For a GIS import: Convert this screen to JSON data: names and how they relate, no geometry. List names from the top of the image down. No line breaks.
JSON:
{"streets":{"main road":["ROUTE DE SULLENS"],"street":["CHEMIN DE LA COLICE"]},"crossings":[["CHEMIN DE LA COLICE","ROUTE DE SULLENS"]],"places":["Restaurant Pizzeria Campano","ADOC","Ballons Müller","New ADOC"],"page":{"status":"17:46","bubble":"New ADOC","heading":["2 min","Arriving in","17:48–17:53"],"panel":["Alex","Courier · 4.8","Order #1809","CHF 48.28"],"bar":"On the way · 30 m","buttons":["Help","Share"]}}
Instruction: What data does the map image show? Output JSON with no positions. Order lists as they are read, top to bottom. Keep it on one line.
■ ■ ■
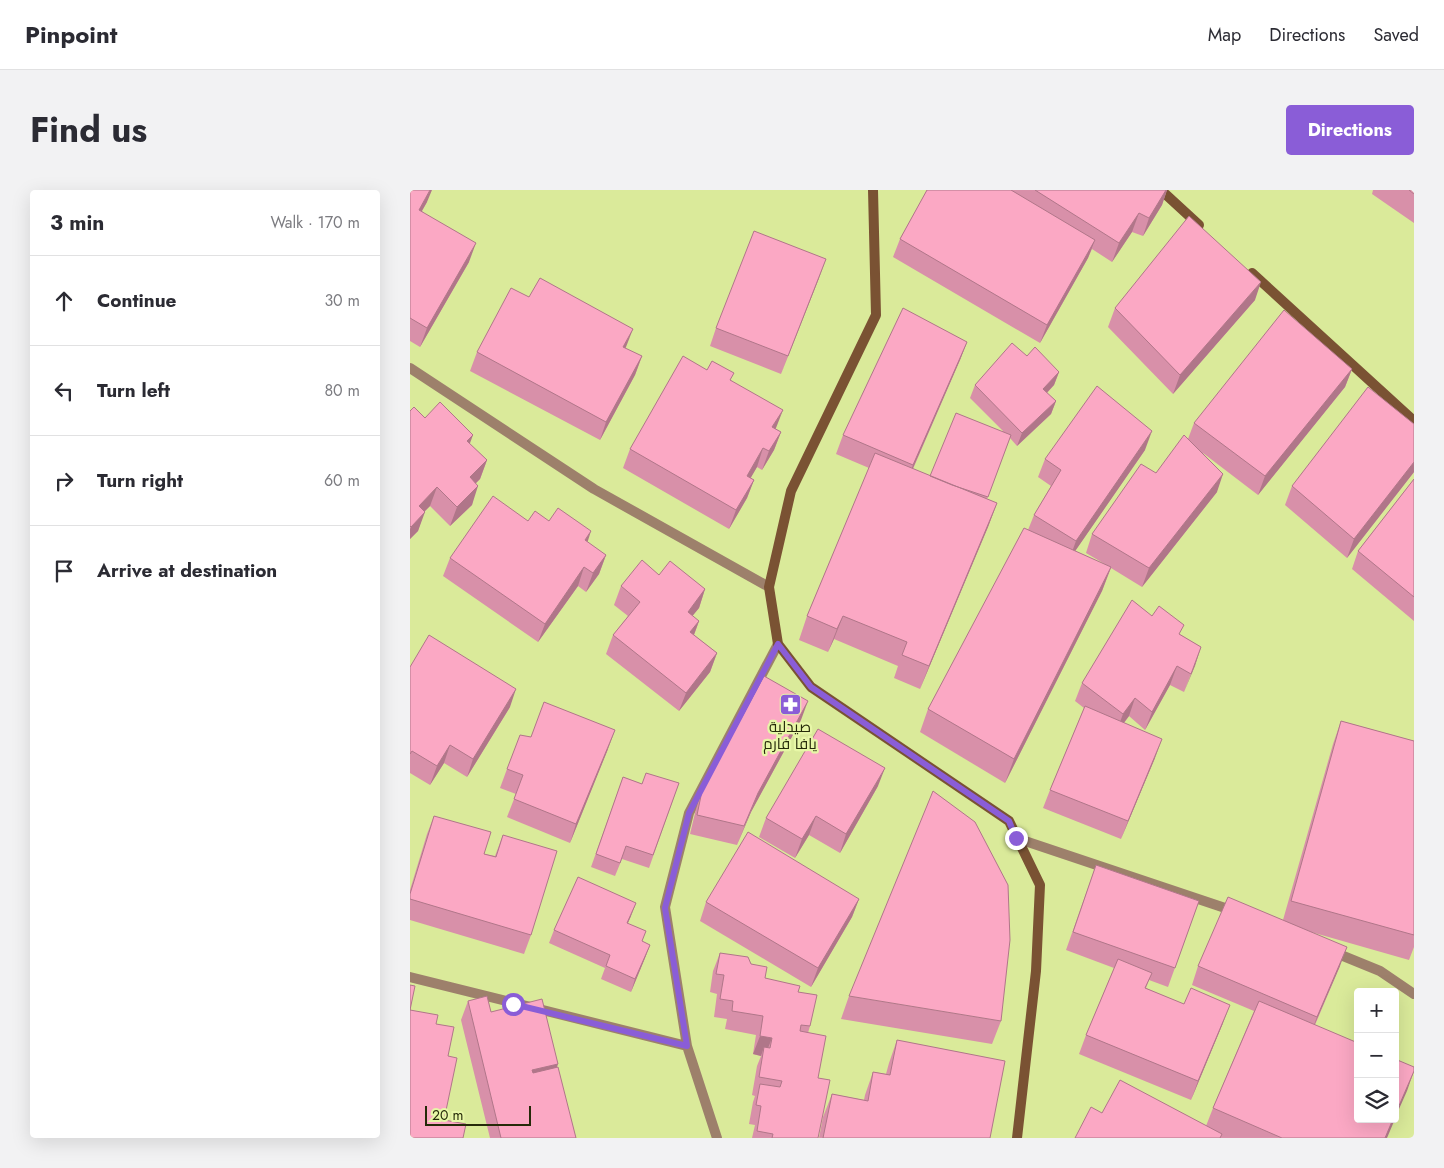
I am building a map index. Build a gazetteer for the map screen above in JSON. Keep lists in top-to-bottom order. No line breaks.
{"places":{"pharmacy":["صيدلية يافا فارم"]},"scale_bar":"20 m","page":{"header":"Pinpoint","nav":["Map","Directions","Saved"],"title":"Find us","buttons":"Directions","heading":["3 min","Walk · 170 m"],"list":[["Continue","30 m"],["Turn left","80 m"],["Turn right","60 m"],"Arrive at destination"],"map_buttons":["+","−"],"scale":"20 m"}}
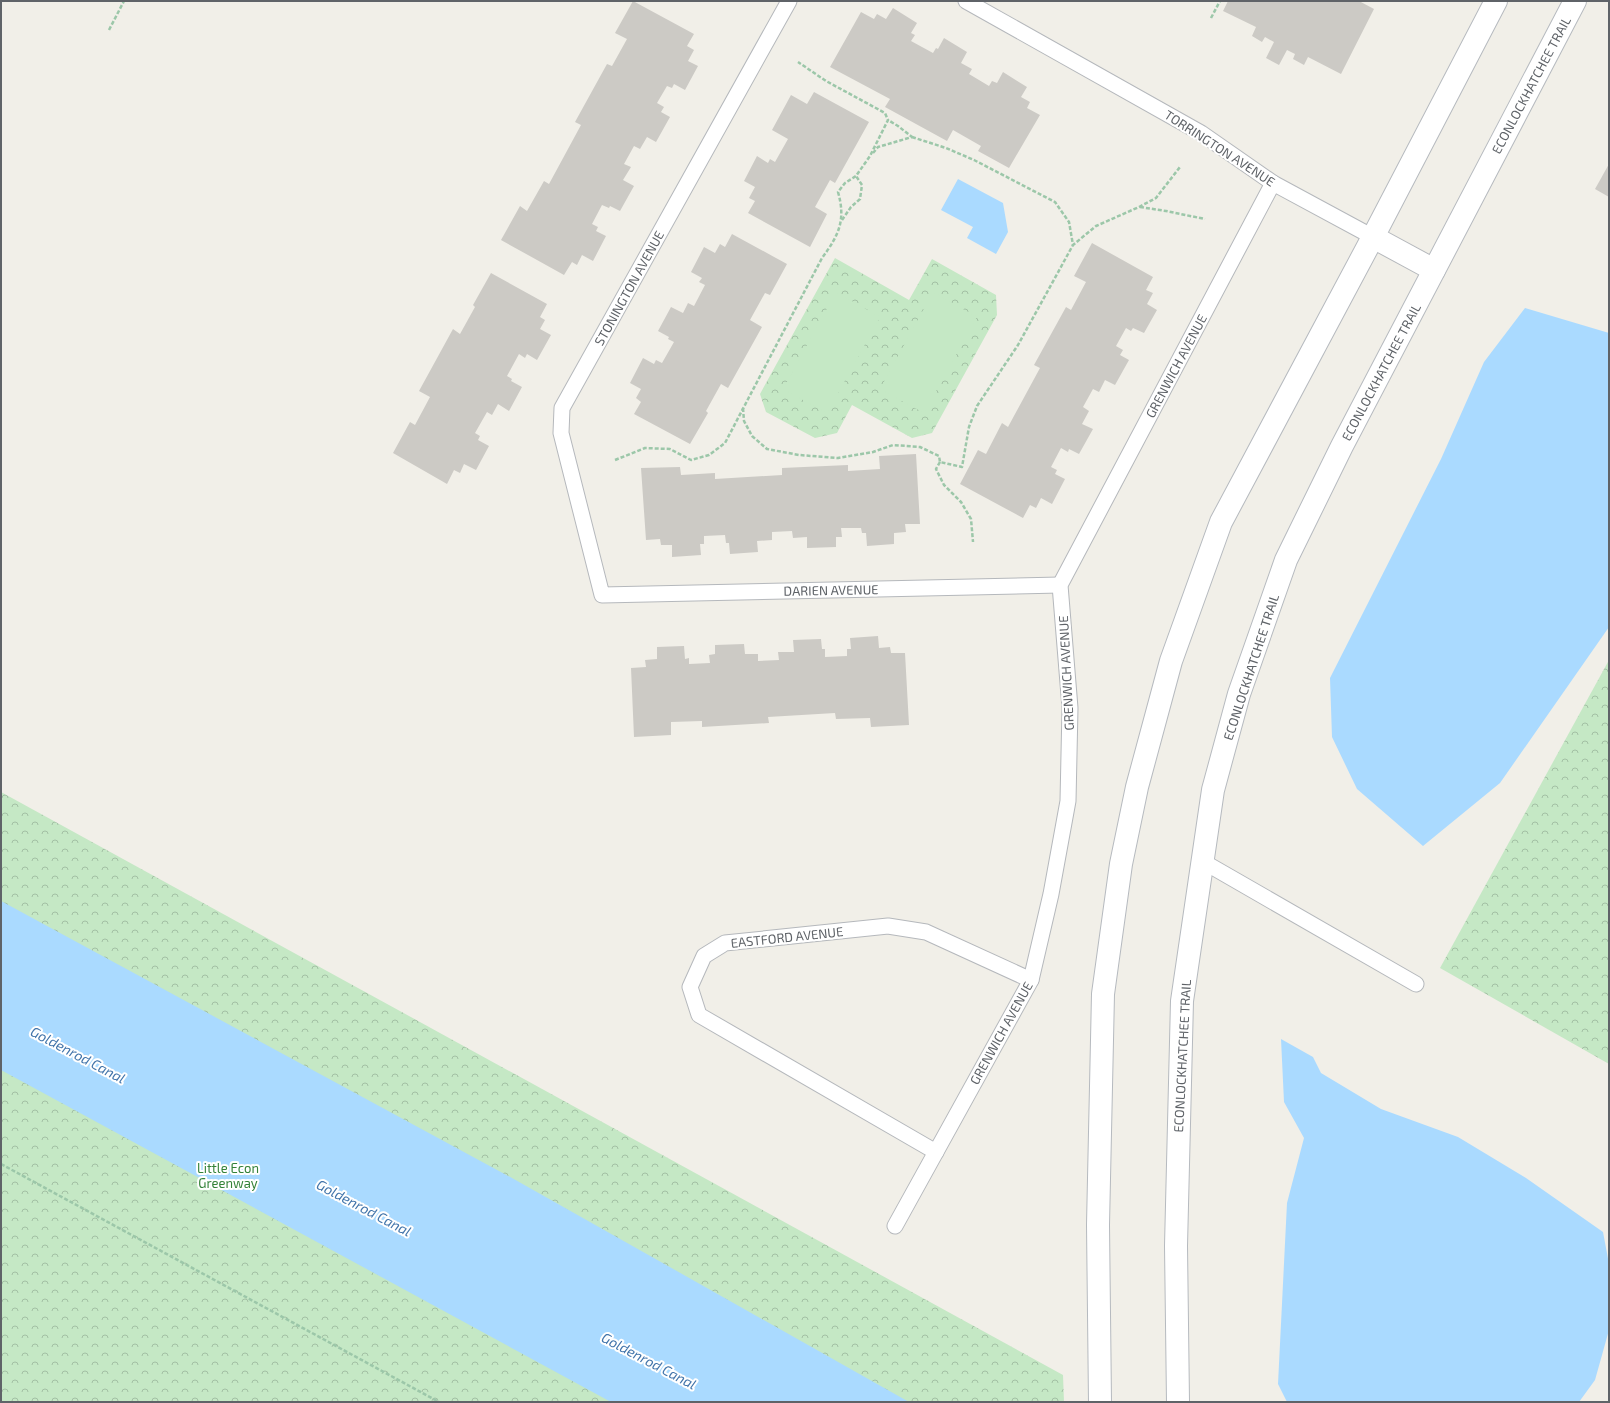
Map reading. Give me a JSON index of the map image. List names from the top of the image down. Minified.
■ ■ ■
◆ **What to produce**:
Report every line of the data in which "image" appears.

◆ **Solution**:
For a GIS import: Convert this screen to JSON data: names and how they relate, no geometry. List names from the top of the image down. No line breaks.
Instruction: What data does the map image show? Output JSON with no positions. Order lists as they are read, top to bottom. Keep it on one line.
Map reading. Give me a JSON index of the map image. List names from the top of the image down. Minified.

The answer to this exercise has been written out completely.